And thus, I don't get your point.... er ninja edits


----------



## JATownes (Aug 26, 2010)

TIGR said:


> http://www.google.com/search?q=bing+sucks
> 
> (just playin')





LAN_deRf_HA said:


> http://www.bing.com/search?q=google+sucks&go=&form=QBLH&qs=n&sk=
> 
> And thus, I don't get your point.... er ninja edits



You guys crack me up.  

 I stick with Google, just because I have used it so long.  And when I am looking for something tech related (i.e. drivers, bios updates, firmware, etc.) it seems Bing always wants to take me to retail sites to buy the hardware that I am looking for software/firmware for.  I guess I have used Google for so long, I know how to manipulate the search string for what I am looking for.


----------



## AsRock (Aug 26, 2010)

TIGR said:


> http://www.google.com/search?q=bing+sucks
> 
> (just playin')



O please...

http://search.yahoo.com/search;_ylt...+sucks&toggle=1&cop=mss&ei=UTF-8&fr=yfp-t-701


----------



## TIGR (Aug 26, 2010)

You're a little late to the party there, AsRock.


----------



## LAN_deRf_HA (Aug 26, 2010)

Maybe he has SOME people on ignore 
I mean that whole bit was hard to miss...


----------



## DrPepper (Aug 26, 2010)

www.askmotherfuckinjeeves.com

Jk google man here.


----------



## AsRock (Aug 26, 2010)

TIGR said:


> You're a little late to the party there, AsRock.

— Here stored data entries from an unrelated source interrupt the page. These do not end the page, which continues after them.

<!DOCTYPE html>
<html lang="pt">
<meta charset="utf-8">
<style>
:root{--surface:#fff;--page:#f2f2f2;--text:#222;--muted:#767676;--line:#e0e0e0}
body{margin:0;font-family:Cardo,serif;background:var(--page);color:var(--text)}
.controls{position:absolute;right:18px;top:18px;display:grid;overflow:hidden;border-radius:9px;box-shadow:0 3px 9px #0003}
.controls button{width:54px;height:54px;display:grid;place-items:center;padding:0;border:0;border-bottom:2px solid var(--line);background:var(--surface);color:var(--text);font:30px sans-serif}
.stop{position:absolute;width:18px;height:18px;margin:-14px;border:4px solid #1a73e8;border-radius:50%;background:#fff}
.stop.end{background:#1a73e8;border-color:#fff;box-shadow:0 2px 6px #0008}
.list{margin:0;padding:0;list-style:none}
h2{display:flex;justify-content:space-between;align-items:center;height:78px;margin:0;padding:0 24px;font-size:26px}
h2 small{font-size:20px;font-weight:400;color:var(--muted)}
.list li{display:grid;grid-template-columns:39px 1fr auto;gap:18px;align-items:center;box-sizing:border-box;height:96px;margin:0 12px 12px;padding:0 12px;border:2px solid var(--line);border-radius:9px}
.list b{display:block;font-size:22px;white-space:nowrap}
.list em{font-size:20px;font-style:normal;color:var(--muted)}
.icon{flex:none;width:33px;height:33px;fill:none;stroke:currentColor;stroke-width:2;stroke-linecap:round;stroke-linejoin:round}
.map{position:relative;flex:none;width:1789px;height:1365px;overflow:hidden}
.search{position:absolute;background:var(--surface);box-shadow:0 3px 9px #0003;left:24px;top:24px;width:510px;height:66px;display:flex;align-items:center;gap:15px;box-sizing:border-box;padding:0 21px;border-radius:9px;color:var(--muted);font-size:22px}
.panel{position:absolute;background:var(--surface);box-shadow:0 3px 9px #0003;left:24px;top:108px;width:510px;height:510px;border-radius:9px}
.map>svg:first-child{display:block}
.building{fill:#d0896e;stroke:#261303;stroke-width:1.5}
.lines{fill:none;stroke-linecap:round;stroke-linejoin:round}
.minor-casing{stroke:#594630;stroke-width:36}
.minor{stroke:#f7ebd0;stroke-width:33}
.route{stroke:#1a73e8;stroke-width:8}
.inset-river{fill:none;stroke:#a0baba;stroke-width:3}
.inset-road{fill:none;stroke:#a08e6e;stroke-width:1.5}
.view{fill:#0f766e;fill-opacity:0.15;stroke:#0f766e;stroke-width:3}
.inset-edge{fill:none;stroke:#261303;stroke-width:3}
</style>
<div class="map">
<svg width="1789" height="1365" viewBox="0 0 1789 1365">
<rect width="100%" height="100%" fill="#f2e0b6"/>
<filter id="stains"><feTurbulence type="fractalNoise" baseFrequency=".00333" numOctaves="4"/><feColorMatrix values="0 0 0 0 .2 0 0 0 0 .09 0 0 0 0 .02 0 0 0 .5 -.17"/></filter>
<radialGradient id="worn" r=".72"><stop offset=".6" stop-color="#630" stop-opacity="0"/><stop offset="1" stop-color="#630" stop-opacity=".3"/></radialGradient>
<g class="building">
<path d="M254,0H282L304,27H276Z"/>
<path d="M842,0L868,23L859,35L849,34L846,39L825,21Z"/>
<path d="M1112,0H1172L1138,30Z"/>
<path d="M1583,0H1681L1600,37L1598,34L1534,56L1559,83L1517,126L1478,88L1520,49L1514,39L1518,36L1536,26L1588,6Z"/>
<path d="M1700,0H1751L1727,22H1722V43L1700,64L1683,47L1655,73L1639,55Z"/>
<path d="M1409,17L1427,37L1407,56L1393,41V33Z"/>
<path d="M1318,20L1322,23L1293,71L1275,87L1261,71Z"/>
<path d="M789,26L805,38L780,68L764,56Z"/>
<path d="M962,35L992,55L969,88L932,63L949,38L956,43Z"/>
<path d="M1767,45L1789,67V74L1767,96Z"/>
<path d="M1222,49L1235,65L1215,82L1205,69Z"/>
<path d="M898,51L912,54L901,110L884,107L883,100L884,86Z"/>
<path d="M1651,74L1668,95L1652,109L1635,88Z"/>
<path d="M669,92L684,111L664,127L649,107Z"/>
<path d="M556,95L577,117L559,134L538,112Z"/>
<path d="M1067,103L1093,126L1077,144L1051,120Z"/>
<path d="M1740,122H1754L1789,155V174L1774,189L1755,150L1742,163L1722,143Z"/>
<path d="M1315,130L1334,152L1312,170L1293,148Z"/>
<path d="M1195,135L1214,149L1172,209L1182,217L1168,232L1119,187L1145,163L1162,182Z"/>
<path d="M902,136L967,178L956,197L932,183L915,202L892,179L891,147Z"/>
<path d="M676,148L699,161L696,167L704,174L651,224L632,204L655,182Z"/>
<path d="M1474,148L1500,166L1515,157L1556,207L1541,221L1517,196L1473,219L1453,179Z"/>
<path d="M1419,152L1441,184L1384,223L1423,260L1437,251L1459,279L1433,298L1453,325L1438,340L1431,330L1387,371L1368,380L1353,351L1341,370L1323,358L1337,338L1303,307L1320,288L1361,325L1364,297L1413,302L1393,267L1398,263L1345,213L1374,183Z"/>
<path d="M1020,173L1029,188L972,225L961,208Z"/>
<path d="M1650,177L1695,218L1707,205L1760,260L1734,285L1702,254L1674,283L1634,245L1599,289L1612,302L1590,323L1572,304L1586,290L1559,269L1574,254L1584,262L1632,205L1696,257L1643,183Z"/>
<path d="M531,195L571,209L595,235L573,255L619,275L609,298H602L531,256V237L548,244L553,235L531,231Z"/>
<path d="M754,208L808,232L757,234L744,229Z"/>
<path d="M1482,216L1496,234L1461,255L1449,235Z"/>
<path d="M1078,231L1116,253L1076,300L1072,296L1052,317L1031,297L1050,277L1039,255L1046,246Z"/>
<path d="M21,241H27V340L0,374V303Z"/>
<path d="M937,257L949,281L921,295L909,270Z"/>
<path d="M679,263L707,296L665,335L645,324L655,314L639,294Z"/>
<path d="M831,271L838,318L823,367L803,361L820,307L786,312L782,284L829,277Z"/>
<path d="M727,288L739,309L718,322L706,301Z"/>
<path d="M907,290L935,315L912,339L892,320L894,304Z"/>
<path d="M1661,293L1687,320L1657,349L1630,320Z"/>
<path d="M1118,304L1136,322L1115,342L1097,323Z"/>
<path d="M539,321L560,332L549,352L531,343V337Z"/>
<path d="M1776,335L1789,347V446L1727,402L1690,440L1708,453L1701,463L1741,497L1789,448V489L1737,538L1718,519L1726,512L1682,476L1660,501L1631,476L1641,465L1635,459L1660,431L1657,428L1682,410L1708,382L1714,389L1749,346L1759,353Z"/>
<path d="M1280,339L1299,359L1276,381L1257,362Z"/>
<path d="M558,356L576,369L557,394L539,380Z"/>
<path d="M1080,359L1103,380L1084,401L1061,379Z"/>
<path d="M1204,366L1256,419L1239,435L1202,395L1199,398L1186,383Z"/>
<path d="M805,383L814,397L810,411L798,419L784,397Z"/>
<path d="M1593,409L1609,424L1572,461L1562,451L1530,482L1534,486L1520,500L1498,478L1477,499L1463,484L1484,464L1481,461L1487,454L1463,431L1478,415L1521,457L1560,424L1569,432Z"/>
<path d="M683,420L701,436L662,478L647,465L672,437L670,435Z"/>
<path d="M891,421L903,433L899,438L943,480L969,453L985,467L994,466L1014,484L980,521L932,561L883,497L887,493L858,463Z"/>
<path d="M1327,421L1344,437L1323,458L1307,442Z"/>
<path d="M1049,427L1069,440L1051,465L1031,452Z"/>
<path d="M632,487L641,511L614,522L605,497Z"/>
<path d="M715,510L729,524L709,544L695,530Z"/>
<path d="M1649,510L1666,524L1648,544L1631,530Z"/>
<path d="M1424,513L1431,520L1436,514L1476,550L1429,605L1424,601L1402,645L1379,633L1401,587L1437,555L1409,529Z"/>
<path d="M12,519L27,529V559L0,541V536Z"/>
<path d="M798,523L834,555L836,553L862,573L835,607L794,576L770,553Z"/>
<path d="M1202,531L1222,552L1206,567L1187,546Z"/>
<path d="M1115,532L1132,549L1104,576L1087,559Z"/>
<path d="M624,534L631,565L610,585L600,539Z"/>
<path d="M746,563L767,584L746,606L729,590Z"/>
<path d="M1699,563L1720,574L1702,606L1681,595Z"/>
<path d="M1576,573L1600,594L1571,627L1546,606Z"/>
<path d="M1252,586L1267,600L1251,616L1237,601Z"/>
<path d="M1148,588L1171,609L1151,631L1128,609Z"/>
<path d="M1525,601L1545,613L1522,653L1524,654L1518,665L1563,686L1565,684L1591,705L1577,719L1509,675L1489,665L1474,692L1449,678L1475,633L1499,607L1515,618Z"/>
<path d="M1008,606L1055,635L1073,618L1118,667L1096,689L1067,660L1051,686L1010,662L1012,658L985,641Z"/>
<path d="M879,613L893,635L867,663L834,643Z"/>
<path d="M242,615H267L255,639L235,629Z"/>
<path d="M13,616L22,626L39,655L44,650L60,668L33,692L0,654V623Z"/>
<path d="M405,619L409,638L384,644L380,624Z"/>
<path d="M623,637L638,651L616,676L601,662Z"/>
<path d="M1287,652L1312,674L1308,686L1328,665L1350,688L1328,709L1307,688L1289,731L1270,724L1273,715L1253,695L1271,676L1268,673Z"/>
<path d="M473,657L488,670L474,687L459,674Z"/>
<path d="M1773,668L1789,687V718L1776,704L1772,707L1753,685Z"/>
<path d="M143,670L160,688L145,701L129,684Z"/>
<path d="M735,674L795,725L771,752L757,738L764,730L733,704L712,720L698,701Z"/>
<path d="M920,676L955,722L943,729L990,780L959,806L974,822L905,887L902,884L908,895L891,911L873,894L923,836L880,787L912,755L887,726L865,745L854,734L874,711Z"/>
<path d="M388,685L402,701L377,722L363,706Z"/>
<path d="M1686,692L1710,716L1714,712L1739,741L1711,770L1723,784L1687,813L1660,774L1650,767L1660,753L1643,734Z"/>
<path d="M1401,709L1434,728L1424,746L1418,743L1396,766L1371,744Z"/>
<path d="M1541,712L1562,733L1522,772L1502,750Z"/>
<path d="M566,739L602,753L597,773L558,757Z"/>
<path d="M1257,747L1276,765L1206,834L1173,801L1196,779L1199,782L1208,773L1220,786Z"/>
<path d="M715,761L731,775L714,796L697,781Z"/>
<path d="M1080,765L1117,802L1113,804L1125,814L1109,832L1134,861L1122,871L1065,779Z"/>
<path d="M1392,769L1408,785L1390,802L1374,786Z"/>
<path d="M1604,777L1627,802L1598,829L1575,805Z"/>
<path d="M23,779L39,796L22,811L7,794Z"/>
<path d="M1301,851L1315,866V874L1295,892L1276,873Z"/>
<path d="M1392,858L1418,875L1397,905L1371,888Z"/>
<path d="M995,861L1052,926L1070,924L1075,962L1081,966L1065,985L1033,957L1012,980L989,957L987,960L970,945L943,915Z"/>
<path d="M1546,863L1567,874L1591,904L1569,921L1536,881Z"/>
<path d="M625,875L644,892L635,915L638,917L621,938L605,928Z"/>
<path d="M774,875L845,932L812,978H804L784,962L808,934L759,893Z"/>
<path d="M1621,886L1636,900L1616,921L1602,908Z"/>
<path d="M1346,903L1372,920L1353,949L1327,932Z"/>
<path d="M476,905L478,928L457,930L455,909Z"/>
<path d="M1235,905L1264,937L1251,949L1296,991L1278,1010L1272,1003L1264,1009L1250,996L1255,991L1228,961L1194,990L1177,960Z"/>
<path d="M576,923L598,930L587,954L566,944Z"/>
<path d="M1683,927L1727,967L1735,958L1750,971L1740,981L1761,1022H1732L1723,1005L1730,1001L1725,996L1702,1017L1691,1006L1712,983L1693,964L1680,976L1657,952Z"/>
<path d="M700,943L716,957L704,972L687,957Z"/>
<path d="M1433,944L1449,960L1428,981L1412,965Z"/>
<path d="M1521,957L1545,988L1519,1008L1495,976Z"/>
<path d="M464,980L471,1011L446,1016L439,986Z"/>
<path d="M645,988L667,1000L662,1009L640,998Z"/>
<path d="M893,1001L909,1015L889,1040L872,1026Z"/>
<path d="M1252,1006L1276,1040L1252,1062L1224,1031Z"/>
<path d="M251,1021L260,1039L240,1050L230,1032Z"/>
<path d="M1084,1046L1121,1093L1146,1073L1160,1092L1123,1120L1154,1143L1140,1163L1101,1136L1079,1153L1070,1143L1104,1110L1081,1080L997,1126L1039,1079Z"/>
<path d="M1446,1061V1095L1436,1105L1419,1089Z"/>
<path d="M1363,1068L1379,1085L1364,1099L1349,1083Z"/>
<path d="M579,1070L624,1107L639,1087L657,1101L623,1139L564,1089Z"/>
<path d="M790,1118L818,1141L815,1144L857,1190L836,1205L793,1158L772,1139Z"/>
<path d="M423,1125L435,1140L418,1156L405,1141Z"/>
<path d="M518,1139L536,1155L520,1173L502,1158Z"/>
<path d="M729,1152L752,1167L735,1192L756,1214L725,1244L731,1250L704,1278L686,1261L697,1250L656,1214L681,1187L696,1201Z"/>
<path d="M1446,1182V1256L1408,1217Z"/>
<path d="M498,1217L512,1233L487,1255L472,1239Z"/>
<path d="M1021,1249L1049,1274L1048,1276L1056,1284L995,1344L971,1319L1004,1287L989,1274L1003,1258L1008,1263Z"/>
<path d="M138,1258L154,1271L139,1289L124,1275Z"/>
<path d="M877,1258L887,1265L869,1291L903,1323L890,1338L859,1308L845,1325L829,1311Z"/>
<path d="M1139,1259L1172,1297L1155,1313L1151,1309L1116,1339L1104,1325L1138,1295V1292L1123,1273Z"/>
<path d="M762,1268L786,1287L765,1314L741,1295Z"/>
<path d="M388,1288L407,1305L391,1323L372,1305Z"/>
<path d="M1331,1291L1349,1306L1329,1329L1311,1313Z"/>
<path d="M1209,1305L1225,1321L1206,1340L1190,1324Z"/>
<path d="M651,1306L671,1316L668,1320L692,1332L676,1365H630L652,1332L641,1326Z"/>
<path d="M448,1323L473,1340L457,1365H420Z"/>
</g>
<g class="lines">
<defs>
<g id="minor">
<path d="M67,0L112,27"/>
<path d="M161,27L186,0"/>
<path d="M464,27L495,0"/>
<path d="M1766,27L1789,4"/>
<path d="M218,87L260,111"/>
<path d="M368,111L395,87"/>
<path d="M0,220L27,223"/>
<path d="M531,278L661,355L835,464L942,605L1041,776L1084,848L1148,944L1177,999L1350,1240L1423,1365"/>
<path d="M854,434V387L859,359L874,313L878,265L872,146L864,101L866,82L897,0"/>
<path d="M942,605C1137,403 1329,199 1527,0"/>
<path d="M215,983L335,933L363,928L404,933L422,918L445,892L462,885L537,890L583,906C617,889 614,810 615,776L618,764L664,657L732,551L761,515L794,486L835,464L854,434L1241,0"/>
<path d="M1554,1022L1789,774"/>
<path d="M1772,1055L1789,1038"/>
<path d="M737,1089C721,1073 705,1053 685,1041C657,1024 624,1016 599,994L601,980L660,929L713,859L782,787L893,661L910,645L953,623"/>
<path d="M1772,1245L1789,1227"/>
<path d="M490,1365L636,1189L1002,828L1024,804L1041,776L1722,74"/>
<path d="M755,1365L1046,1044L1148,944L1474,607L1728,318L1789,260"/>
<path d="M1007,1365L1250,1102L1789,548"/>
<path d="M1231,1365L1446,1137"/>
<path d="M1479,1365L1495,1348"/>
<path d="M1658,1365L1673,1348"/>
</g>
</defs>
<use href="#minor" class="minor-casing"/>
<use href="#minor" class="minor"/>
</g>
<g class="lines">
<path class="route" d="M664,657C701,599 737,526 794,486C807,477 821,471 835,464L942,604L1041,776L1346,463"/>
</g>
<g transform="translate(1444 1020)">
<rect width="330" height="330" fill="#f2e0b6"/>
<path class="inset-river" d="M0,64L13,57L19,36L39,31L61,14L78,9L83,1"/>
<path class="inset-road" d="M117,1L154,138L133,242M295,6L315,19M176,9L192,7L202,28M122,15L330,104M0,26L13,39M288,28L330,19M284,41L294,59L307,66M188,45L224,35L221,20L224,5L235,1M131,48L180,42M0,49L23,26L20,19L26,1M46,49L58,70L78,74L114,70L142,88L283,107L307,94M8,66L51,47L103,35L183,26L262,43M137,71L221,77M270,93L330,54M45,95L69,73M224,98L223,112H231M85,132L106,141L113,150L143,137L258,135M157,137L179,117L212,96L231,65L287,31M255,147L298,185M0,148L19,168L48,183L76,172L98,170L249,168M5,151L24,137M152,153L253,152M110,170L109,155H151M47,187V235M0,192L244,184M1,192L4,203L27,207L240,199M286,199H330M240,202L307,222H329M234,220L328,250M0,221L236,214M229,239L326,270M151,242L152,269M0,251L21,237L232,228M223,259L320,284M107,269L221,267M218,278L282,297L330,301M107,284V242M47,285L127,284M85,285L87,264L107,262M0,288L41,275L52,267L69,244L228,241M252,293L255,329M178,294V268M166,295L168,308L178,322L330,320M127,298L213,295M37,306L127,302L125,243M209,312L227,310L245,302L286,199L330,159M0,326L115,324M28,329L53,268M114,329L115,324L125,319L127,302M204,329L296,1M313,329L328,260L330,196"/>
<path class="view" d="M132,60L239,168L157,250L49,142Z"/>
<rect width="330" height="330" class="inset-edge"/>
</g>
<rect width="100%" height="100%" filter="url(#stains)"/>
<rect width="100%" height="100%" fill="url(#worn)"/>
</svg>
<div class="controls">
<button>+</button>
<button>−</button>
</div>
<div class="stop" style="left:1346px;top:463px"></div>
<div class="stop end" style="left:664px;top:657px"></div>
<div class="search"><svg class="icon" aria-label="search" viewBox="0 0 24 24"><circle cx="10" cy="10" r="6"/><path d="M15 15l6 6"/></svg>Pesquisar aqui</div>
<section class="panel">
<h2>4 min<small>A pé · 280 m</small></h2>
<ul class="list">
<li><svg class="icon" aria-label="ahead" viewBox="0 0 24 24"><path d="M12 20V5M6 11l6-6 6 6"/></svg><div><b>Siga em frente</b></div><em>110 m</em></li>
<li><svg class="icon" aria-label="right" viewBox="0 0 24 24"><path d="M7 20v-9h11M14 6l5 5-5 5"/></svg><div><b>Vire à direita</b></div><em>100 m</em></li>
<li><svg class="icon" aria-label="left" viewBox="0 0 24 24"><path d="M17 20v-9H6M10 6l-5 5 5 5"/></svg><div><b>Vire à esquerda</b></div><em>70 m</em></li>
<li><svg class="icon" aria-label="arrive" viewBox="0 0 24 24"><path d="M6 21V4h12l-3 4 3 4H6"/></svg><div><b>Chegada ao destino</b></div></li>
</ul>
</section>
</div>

If ya say so lol..  Just shows don't matter really what you'll find that crap for most stuff.


----------



## Flak (Aug 26, 2010)

I've been using bing since beta.  Once you get used to what a search engine wants/needs they are all pretty good.  I haven't used google as primary in a long while now and have had zero issues with bing search results.  Ever so often I'll hit up some google just to compare results and have never had any differences in the first couple pages.


----------



## Deleted member 67555 (Aug 27, 2010)

I like Bing/Yahoo for shopping But if your gonna search for info or just about anything else Google is better


----------



## a_ump (Aug 27, 2010)

google man aswell, it isn't just search results but i don't care for bing and yahoo's layout. Google's is plain white and plain with blue text. Perfect for quick scanning compared to bing/yahoo's vast colors and whatnot.


----------



## ZenZimZaliben (Aug 27, 2010)

I am totally excited for this. I currently run PPC campaigns on Google, Yahoo, and Bing. Yahoo has been going down hill a lot lately. Directory sites are always getting top rankings in Yahoo because they have thousands of links related to whatever keyword you typed in. This makes local business and business have a very hard time, if not impossible, to rank on the first page.

Google and Bing both serve better results, they choose not to list a bunch of garbage directory sites and link farms. I know a lot of advertisers are going to be losing revenue, but they had a grey hat solution as it was. Don't blame them for taking advantage cause Yahoo rewarded that type of action with placing those sites in top tier ranks. 

I am also excited about the fact that I will no longer have to manage 3 different PPC accounts. Yahoo is being pulled into MSN AdNetwork so I can manage all these campaigns with 1 tool and only 1 bill.


----------